## What you need to do:
Every line containing "speed" should be identified and copied from the data below.

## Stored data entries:
⟨
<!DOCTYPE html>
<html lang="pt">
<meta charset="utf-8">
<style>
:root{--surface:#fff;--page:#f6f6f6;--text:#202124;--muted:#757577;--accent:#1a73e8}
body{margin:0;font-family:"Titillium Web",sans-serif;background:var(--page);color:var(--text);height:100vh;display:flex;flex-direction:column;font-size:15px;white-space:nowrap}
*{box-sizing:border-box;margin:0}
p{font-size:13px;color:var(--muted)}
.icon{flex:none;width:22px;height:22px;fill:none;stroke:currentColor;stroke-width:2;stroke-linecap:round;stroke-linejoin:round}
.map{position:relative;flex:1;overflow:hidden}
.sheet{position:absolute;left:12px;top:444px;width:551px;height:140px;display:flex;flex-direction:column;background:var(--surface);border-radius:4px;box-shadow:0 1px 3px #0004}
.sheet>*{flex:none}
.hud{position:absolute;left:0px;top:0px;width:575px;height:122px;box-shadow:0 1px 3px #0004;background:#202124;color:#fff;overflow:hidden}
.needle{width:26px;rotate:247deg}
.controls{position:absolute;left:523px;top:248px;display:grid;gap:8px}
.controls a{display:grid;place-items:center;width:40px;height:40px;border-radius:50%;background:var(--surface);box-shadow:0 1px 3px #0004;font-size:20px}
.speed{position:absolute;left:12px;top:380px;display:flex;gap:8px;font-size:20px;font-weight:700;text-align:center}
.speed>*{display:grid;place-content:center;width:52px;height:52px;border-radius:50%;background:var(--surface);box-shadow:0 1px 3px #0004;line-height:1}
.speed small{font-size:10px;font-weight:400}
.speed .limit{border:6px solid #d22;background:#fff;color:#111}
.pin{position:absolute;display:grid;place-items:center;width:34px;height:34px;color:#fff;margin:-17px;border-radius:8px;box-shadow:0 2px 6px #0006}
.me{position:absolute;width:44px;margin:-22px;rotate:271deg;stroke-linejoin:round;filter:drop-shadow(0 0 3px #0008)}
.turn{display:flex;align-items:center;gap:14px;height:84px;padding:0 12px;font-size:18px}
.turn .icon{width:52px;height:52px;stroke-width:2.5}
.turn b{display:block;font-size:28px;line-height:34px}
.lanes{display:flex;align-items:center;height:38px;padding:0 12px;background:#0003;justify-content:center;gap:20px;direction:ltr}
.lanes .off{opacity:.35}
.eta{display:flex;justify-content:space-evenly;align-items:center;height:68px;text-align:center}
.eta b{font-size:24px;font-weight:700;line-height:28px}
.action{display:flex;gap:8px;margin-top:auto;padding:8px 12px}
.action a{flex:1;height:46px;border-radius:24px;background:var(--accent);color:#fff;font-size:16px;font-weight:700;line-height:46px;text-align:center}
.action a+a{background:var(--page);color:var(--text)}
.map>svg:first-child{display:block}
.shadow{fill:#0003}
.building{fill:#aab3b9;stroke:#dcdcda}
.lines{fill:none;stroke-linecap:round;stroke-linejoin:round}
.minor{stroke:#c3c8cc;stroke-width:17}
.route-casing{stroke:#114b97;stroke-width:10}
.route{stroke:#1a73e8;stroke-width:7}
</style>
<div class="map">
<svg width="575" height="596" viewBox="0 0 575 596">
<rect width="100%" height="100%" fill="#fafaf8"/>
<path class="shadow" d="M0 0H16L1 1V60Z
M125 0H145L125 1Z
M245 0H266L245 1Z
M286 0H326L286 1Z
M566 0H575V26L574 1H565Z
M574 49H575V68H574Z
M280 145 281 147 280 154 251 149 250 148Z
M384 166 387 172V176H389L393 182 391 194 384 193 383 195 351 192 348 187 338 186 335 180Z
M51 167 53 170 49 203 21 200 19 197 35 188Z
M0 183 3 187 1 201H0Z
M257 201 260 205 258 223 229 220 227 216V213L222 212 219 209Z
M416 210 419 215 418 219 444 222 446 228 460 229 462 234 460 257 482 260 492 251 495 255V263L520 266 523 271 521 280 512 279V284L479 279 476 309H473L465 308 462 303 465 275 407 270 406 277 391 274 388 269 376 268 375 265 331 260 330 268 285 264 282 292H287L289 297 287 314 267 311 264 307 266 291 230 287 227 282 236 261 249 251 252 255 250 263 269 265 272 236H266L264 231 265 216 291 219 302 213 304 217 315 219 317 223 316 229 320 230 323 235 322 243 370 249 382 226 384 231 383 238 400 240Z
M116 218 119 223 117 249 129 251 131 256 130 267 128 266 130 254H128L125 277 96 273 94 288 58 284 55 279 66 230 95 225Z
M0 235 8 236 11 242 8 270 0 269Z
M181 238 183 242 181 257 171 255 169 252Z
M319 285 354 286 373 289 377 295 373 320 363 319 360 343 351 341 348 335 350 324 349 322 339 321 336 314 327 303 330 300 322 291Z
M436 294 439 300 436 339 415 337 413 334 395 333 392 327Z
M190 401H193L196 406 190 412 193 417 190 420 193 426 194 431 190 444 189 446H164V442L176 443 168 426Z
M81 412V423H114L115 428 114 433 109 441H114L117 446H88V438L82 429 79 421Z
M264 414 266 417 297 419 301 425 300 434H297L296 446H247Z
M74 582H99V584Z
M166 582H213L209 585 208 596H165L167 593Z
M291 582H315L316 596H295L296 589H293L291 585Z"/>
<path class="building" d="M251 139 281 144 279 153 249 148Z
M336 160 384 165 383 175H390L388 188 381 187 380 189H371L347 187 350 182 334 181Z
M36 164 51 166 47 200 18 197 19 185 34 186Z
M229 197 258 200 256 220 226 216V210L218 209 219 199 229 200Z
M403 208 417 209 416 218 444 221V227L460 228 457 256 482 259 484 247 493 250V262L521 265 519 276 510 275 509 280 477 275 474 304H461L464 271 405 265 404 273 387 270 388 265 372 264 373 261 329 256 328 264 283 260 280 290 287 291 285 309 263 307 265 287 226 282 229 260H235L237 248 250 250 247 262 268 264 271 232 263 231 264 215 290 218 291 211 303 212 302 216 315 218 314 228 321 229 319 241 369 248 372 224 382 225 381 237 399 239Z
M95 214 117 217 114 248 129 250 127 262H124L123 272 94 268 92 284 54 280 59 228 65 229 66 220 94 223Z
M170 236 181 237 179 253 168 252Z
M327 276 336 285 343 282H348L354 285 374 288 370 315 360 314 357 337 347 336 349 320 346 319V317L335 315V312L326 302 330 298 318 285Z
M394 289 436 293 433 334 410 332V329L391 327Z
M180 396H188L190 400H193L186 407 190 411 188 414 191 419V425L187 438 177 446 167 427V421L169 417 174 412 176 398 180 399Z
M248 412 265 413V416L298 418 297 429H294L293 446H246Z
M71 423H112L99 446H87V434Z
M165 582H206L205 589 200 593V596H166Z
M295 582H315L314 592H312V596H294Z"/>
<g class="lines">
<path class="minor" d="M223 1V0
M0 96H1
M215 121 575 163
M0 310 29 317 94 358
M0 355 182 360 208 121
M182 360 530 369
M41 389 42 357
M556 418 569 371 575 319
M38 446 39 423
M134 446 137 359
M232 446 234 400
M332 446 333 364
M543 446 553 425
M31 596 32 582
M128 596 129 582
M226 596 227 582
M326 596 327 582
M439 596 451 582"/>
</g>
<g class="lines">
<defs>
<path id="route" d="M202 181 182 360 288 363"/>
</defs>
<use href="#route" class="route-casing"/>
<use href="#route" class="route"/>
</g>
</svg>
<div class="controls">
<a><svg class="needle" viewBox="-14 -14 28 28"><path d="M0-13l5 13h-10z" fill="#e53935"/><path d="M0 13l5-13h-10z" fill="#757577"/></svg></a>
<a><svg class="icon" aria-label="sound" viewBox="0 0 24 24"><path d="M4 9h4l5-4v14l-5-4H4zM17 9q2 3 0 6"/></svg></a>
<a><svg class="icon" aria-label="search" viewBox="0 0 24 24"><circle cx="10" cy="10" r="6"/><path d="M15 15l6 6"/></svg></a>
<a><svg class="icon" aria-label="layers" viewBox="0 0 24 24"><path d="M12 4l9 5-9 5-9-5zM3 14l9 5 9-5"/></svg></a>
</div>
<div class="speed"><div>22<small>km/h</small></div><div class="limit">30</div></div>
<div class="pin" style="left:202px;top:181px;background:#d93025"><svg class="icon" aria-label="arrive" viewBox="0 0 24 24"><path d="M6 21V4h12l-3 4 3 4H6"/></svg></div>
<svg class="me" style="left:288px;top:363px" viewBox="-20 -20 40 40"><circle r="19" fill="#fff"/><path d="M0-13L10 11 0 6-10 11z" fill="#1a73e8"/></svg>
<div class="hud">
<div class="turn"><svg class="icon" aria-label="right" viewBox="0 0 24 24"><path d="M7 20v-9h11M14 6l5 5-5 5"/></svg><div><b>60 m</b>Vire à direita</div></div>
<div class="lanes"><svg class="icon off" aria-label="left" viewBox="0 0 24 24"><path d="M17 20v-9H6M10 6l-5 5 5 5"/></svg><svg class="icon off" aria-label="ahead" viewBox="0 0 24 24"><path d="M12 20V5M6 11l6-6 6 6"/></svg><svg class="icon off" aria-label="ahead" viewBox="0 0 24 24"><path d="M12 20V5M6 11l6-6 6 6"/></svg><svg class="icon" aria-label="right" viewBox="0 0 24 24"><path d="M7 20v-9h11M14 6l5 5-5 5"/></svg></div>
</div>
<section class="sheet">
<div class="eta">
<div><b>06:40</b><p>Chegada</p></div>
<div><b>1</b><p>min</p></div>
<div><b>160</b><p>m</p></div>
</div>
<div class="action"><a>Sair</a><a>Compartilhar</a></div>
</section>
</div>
⟩
## Reply to the exercise:
.speed{position:absolute;left:12px;top:380px;display:flex;gap:8px;font-size:20px;font-weight:700;text-align:center}
.speed>*{display:grid;place-content:center;width:52px;height:52px;border-radius:50%;background:var(--surface);box-shadow:0 1px 3px #0004;line-height:1}
.speed small{font-size:10px;font-weight:400}
.speed .limit{border:6px solid #d22;background:#fff;color:#111}
<div class="speed"><div>22<small>km/h</small></div><div class="limit">30</div></div>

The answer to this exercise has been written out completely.